*** Opening MATERIAL FOR THIS EXERCISE ***

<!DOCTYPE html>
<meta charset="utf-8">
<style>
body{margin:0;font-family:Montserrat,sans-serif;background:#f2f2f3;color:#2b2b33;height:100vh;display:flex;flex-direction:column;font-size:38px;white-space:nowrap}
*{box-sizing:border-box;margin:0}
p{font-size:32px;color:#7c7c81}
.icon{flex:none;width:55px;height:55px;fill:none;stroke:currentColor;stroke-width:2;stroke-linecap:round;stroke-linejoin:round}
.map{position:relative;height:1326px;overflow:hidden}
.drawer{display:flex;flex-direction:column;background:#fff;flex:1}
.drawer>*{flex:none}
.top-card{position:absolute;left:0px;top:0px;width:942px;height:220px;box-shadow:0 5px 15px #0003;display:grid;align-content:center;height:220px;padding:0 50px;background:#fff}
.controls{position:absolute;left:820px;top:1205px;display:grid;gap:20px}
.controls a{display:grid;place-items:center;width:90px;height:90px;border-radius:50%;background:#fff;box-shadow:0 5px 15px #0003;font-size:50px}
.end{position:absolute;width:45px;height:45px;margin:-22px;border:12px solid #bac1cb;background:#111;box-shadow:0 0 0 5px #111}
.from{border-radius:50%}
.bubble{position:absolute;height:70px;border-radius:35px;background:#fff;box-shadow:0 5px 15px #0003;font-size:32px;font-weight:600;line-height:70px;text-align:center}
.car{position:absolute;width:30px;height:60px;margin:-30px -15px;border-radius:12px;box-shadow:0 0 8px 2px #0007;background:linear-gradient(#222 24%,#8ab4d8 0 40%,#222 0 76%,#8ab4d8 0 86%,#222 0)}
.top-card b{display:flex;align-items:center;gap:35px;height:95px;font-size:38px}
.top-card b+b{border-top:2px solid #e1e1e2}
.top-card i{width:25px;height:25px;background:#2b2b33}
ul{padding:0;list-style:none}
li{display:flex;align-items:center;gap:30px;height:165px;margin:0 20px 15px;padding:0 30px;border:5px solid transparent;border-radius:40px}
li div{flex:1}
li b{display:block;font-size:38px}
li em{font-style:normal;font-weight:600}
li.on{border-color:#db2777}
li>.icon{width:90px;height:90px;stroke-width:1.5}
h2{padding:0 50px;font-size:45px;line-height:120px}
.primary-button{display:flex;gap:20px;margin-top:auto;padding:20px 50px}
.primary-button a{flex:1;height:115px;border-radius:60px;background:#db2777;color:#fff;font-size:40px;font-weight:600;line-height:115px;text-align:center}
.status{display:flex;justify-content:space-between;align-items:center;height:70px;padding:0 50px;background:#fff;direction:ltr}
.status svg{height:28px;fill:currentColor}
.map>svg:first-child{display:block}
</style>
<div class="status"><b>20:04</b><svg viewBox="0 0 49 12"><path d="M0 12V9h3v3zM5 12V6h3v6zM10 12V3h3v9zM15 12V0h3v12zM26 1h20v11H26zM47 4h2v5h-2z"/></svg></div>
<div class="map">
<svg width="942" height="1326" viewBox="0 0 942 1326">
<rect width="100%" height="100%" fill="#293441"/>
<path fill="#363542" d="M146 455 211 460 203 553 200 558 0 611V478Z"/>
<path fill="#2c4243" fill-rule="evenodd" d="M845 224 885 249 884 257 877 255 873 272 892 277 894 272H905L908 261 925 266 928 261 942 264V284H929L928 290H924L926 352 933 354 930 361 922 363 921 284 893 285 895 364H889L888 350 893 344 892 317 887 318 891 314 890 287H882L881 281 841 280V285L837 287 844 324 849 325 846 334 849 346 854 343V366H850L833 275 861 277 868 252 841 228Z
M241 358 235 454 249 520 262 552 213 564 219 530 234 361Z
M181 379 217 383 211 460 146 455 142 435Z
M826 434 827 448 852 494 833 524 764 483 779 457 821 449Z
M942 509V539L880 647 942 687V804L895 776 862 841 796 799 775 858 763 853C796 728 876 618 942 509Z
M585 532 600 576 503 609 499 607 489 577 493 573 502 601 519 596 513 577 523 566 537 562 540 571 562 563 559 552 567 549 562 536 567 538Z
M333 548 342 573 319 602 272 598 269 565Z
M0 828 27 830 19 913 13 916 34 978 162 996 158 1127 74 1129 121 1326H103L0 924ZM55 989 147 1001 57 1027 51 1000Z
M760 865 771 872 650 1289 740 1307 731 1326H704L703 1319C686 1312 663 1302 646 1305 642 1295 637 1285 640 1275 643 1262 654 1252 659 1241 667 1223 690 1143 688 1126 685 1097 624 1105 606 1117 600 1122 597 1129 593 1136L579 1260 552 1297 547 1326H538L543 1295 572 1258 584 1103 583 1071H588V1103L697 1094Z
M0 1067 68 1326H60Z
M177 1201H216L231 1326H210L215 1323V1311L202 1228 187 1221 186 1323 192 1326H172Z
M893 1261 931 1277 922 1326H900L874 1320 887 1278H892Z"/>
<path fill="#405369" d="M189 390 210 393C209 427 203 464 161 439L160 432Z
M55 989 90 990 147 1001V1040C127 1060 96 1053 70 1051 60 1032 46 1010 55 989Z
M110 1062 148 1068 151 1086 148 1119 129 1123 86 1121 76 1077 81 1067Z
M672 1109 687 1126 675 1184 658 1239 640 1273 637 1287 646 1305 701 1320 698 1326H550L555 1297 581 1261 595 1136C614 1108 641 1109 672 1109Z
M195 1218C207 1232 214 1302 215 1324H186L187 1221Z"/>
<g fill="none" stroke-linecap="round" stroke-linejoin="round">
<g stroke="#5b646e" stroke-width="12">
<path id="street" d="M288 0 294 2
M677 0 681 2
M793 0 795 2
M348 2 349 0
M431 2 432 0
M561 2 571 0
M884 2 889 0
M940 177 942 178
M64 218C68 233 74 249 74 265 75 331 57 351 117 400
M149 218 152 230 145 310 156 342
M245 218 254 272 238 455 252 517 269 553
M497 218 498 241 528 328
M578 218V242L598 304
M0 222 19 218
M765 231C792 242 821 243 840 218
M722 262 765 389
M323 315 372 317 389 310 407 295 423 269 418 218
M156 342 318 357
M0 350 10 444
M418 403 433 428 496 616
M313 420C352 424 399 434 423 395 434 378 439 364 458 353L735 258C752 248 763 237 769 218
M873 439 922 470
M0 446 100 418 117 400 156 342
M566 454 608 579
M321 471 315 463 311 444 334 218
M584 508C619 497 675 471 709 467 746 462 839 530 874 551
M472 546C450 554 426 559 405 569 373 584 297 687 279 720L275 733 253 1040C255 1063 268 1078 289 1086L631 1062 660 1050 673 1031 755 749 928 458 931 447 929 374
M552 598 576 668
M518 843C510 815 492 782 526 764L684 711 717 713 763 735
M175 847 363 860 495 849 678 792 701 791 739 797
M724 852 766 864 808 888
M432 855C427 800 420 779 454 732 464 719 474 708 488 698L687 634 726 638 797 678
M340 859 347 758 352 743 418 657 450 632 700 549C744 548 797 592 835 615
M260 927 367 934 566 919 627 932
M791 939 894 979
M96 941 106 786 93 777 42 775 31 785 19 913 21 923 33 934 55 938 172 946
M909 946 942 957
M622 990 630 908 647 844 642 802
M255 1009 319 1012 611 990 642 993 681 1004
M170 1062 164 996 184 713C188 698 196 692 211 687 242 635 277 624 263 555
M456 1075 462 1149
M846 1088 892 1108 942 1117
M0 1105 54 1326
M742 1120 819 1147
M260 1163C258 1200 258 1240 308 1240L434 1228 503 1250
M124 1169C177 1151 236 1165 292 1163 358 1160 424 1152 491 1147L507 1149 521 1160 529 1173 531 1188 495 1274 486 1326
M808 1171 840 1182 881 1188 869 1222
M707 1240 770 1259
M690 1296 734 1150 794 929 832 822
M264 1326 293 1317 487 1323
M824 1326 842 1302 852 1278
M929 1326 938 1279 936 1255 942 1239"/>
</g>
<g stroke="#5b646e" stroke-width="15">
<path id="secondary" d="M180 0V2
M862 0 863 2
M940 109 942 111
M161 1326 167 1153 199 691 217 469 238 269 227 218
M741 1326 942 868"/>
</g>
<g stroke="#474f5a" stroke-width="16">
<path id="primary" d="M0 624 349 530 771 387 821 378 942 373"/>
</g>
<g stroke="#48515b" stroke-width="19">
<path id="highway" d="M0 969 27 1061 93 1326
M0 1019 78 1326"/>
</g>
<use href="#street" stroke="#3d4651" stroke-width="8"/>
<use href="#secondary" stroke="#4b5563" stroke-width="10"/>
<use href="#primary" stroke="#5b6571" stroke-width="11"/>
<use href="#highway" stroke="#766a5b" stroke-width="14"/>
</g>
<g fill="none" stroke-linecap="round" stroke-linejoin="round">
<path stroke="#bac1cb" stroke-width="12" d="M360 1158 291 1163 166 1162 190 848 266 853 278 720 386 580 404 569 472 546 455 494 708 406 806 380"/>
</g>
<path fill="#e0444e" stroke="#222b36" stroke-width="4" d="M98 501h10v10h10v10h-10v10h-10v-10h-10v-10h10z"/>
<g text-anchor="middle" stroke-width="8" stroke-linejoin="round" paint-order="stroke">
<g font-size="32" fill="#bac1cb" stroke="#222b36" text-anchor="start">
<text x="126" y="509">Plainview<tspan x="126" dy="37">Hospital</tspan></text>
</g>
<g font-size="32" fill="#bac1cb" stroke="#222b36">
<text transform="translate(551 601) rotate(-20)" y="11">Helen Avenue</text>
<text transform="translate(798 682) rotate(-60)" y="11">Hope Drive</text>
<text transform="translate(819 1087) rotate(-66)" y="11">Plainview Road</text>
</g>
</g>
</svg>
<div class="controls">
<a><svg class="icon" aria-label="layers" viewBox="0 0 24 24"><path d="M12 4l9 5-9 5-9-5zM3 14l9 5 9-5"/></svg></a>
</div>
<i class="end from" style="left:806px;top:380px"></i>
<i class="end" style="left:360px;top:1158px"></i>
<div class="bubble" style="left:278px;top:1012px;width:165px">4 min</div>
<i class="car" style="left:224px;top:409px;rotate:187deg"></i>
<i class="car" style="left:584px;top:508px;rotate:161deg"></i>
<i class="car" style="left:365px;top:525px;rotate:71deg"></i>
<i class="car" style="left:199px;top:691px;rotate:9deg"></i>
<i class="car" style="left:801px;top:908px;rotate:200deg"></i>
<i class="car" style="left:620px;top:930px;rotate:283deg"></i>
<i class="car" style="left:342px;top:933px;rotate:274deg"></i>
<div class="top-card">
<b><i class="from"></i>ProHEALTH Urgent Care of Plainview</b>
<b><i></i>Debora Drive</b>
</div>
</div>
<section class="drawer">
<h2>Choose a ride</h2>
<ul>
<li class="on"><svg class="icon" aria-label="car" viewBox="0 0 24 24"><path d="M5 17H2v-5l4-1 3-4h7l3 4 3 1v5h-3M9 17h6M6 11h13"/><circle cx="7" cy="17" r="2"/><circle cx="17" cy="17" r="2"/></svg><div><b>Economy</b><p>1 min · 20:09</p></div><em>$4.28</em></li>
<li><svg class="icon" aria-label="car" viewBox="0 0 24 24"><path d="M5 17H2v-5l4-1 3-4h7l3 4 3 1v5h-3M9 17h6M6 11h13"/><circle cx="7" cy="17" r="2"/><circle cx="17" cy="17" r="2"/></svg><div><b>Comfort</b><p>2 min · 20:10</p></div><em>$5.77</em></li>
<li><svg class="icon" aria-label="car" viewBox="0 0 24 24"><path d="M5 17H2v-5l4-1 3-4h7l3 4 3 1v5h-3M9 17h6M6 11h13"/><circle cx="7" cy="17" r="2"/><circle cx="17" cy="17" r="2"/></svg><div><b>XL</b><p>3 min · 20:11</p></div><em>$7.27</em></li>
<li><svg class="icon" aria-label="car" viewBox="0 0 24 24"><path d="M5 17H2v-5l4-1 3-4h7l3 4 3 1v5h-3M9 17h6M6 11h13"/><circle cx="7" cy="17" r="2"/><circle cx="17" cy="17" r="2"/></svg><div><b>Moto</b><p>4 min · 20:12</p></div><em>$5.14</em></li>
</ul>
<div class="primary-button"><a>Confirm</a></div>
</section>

*** Closing MATERIAL FOR THIS EXERCISE ***

• **TASK STATEMENT**:
If a line in the records above contains the string "none", copy that line out.

• **REPLY TO THE EXERCISE**:
.icon{flex:none;width:55px;height:55px;fill:none;stroke:currentColor;stroke-width:2;stroke-linecap:round;stroke-linejoin:round}
.drawer>*{flex:none}
ul{padding:0;list-style:none}
<g fill="none" stroke-linecap="round" stroke-linejoin="round">
<g fill="none" stroke-linecap="round" stroke-linejoin="round">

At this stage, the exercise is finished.